Suaranya – Tribute to Nina Simone adalah reaksi berantai dari “koreografi hit” Sinnerman, lagu mengharukan oleh Nina Simone, dikoreografikan oleh Alan Lucien Øyen dan dibawakan oleh Daniel Proietto. Sebuah tarian yang begitu virtuoso dan seolah tiada habisnya, sebuah mantra yang hampir seperti kesurupan, pertama kali terlihat pada percikan api di tubuh. Di bawah abu membara api masa depan.
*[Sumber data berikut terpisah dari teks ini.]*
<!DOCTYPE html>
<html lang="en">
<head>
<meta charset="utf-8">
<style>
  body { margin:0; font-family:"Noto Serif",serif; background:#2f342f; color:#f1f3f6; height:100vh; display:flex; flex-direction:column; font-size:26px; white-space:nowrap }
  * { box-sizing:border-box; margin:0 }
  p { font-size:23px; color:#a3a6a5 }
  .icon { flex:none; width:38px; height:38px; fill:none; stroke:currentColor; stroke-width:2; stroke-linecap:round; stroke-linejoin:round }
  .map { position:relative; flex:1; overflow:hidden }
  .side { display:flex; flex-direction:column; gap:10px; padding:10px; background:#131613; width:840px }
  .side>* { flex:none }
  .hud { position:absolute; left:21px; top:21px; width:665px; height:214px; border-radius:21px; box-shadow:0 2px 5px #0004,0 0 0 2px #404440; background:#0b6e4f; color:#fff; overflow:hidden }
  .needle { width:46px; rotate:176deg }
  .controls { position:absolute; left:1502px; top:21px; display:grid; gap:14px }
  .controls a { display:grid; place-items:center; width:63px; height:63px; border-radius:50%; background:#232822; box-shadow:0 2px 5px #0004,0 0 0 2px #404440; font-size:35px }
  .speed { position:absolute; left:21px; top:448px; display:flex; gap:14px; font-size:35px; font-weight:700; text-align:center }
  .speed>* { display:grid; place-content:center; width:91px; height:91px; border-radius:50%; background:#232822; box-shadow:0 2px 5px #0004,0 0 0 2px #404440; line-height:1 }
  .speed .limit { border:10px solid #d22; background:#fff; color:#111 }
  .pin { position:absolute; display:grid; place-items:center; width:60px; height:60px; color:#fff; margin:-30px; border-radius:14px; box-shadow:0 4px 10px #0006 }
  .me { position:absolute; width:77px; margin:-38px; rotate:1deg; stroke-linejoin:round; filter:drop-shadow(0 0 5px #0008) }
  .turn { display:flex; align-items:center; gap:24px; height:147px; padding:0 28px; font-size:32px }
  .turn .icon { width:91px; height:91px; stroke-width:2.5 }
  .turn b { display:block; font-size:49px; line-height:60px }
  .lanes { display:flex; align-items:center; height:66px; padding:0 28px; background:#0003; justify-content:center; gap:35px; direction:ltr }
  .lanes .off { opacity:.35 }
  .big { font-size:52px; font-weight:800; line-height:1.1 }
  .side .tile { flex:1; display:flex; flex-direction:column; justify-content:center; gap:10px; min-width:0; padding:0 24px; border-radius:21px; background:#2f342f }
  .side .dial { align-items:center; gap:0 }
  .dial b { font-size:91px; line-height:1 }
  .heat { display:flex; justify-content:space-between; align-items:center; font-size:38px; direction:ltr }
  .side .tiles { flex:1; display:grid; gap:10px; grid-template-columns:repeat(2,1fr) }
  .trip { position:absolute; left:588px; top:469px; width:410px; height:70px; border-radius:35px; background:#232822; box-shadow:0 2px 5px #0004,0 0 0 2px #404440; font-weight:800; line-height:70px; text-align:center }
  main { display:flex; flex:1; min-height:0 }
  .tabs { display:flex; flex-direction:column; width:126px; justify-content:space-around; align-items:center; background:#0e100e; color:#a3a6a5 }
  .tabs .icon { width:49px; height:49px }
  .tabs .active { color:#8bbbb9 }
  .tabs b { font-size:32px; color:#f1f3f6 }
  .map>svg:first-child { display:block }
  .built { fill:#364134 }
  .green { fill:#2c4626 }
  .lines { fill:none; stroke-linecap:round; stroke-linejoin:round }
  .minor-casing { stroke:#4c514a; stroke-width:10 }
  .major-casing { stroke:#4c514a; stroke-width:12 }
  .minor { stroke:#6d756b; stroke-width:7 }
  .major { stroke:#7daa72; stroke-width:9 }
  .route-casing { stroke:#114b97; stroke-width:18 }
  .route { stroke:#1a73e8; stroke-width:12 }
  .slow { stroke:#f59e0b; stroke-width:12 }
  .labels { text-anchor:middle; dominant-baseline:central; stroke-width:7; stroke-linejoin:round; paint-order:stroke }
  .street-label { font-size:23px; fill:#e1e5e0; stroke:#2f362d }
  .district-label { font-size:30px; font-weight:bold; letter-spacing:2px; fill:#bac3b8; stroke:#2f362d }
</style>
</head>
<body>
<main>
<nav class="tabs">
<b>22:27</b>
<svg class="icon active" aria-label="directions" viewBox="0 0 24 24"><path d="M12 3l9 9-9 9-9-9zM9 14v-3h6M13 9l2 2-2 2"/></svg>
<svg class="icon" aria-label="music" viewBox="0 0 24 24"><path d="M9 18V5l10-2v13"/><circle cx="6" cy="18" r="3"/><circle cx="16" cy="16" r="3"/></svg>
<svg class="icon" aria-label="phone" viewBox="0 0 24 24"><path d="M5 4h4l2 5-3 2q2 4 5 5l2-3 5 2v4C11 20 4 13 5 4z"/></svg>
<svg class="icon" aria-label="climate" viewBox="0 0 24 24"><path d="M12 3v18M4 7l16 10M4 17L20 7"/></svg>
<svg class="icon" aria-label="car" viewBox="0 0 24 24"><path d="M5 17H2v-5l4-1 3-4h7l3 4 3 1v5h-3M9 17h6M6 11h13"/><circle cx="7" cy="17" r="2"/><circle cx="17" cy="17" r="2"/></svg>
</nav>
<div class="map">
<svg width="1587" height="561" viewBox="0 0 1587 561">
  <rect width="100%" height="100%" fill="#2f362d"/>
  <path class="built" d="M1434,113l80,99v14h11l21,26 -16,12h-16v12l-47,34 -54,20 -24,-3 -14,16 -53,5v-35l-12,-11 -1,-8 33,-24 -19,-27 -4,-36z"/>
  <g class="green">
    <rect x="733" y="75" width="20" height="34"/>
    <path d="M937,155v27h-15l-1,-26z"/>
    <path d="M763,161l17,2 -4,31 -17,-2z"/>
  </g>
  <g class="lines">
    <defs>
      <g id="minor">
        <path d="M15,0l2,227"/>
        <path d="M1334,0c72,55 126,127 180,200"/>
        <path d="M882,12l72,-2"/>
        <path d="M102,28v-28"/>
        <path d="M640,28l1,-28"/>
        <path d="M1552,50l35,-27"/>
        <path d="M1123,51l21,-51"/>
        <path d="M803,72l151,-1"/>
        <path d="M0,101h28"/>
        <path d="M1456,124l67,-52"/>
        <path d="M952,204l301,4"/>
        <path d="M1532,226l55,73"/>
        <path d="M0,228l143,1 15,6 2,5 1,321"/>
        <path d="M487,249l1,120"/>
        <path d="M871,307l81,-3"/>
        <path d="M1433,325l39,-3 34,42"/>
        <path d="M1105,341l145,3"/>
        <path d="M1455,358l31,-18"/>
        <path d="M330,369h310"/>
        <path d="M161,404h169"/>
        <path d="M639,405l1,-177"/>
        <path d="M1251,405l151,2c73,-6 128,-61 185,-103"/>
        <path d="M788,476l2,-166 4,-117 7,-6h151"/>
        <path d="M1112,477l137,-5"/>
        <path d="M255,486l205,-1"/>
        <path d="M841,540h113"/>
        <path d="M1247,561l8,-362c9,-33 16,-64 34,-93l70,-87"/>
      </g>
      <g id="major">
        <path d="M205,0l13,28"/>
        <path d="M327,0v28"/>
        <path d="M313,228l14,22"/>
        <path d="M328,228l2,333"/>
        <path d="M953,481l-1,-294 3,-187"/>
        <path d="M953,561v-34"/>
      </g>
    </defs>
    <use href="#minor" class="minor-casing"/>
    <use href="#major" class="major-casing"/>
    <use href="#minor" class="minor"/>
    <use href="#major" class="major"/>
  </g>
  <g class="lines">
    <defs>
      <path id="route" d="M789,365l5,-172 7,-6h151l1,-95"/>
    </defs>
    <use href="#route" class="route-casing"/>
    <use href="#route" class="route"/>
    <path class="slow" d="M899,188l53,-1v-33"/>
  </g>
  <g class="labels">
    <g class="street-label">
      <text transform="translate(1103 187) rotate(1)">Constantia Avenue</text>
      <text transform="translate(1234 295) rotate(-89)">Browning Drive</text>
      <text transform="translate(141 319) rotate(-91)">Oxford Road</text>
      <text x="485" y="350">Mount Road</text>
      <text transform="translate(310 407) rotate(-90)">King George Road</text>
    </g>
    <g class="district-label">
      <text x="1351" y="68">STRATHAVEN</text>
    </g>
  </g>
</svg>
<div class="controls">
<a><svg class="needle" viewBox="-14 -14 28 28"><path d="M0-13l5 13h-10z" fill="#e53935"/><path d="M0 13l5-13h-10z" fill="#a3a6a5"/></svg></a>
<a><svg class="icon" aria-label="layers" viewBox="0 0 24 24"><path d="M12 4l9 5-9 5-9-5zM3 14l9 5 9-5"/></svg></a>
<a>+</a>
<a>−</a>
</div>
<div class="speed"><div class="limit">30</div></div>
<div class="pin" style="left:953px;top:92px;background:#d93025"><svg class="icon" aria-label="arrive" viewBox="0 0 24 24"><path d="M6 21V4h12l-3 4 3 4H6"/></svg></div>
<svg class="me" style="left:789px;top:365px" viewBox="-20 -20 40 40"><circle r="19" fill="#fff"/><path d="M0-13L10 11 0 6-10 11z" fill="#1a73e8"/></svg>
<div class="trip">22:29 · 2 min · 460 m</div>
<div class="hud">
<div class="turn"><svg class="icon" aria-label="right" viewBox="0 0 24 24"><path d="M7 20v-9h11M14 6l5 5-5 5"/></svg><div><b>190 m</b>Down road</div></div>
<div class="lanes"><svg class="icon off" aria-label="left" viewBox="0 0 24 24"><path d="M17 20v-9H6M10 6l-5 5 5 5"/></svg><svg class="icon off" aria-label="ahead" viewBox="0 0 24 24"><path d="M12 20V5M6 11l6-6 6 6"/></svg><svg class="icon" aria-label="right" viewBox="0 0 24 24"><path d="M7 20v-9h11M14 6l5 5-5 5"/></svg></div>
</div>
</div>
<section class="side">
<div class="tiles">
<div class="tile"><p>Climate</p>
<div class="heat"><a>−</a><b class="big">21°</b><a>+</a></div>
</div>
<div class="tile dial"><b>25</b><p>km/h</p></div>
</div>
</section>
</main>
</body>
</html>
Untuk penghormatan kepada Nina Simone, pianis dan penyanyi kulit hitam Amerika, artis, wanita dan warga negara yang berkomitmen terhadap hak-hak sipil dan ikon internasional, Daniel Proietto menyatukan sejumlah seniman internasional: pianis Rumania Maria Radutu, penari Marion Barbeau, penari Kenya Shelmit Øseth dan kaki tangan serta sutradara penting asal Norwegia Alan Lucien Øyen.
Tontonan koreografi, tarian ritual, yang melampaui imajinasi kolektif dalam gambar dan musik: Daniel Proietto merayakan jejak cemerlang Nina Simone pada revolusi abad sebelumnya, dan inspirasi yang diperlukannya di masa-masa kelam saat ini.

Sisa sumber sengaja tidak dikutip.